» Work request
Going through the entries below, count each line that holds "lists" and give only the total.

» Records excerpted from a collection
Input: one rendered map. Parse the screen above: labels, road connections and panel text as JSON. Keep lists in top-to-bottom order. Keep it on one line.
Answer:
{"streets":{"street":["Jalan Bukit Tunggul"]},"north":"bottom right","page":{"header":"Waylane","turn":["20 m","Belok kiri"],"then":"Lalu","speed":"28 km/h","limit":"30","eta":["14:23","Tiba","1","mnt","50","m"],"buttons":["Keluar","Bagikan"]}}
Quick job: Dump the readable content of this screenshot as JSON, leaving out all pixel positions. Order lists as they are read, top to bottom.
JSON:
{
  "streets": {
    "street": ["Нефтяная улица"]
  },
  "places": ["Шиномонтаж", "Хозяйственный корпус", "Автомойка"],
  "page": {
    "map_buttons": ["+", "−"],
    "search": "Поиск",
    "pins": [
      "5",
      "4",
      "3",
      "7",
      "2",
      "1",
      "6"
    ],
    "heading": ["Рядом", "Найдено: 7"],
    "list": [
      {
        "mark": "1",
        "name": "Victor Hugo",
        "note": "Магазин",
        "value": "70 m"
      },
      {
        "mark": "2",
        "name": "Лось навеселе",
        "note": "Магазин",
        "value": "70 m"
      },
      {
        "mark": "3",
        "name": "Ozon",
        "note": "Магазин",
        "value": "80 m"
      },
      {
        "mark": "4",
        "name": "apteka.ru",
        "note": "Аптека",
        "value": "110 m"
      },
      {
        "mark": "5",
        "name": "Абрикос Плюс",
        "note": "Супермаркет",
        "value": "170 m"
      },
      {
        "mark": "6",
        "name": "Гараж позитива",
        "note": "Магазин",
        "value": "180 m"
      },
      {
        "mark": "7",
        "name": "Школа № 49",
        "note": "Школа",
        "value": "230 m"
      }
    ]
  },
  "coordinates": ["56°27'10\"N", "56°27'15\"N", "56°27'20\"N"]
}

» Output for this exercise
2